One of the main weapons in the Earth First! armoury was 'monkeywrenching'. The action of ecotage or more precisely of carrying out non life threatening acts of sabotage against those corporate owned machines which would tear up the wilderness areas in pursuit of private profit or public utility.
Ned Ludd Books published the first two editions, with Abbzug Press publishing a third edition. The book was first published in 1985.

“Tentatively called Ecodefense: A Handbook on the Militant Defence of the Earth, the publication was to be a radical environmental version of William Powell's Anarchist Cookbook. In it's final form, brought out by Foreman's own Ned Ludd Books (suitably named after the nineteenth-century British worker who destroyed supposedly labor-saving machinery), Ecodefense: A Field Guide To Monkeywrenching gave practical , detailed instructions on how to decommission bulldozers, pull out survey stakes, spike trees, and generally harass and delay resource industry plans.

It was an immediate success; dog eared copies of it could be found in the backpacks of young environmental militants literally throughout the world.

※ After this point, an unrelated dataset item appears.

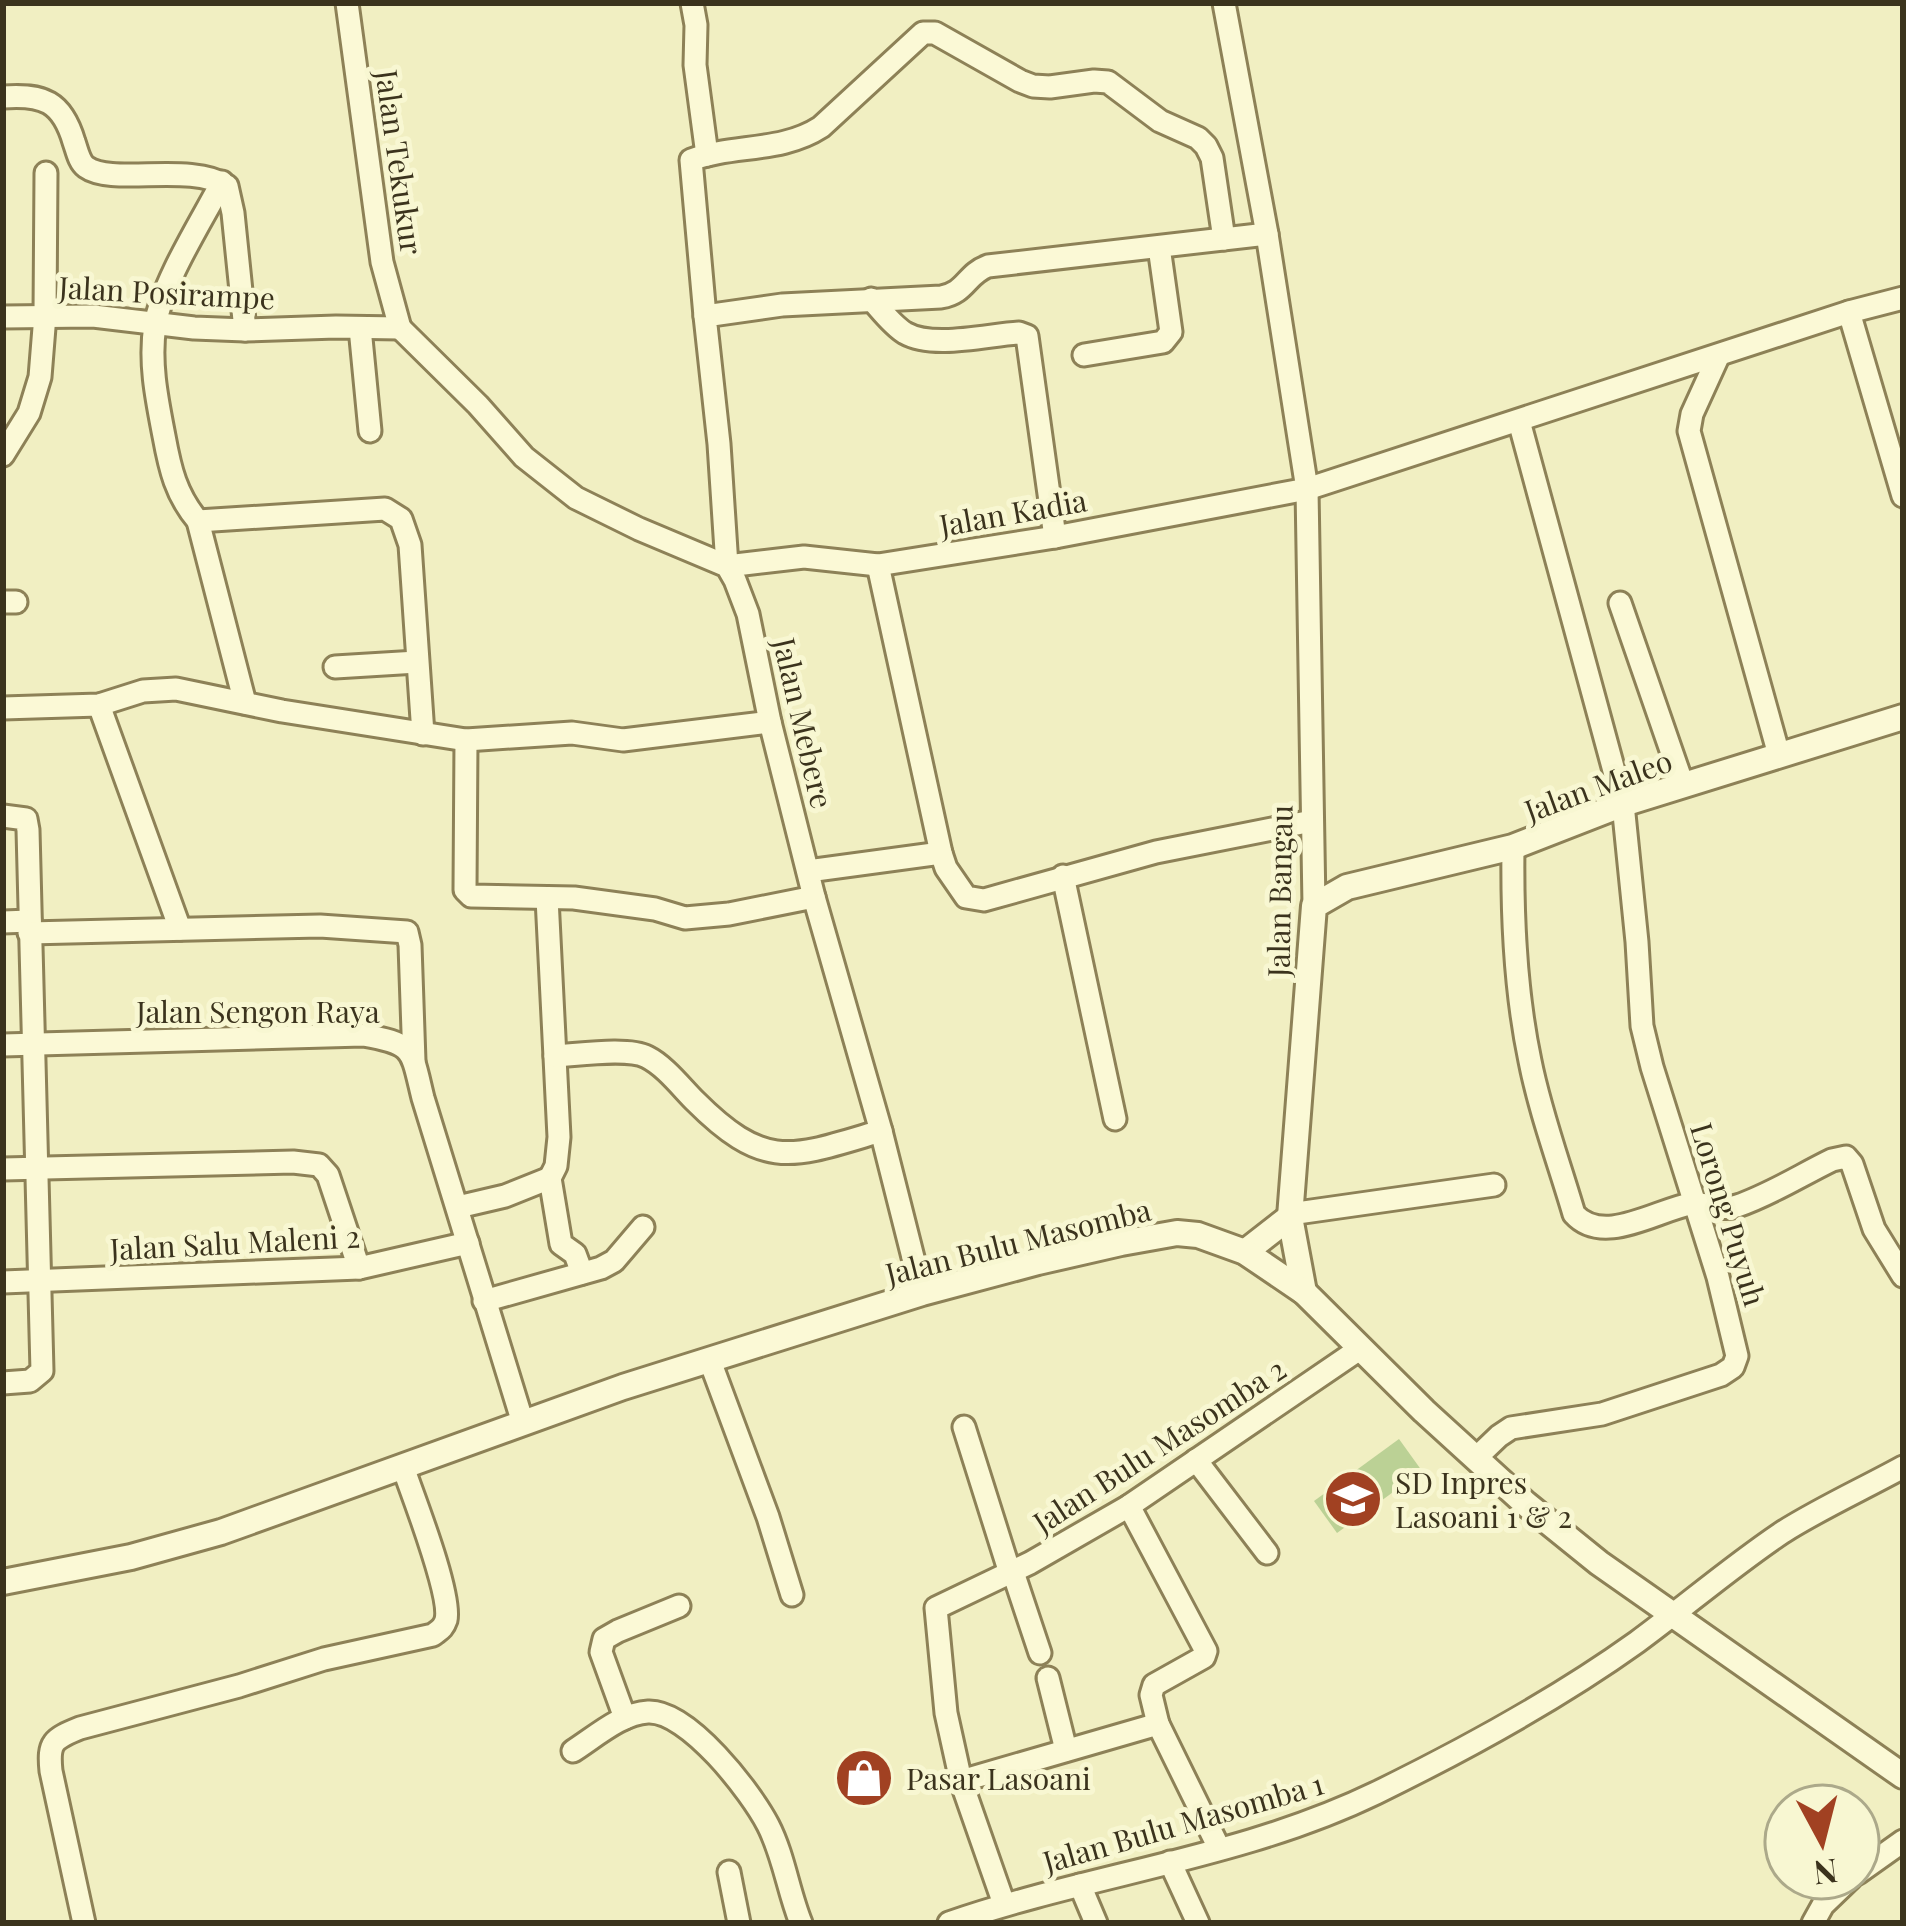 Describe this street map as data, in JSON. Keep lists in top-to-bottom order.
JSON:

This kind of popularity led Oregon's Williamette National Forest supervisor Michael Kerrick to denounce the book in a white paper presented at a congressional hearing, in which he peevishly threatened to 'close the entire [national forest logging] area to unauthorized entry' if the ecotage described in the book took place. As good as his word, Kerrick soon thereafter introduced the controversial and legally questionable policy of closing national forests to the public whenever environmental protests were expected. It is no exaggeration to say, therefore, that Ecodefense changed forever the way public lands policy was made in this country and perhaps even abroad. Ecotage was, as Getty learned, a new factor in making environmental policy.'

Somewhat appropriately in 2010,we have seen the established 'green' movements such as Greenpeace and Friends of the Earth coalesce with the state and its corporate masters into an amorphous technology worshipping entity. Witness the recent celebrations in the UK at Friends of the Earth headquarters and the Scottish chamber of commerce who jointly celebrated the Scottish government's granting of planning permission for a 150 mile super highway of pylons across Scotland which controversially passes through the Cairngorm National Park.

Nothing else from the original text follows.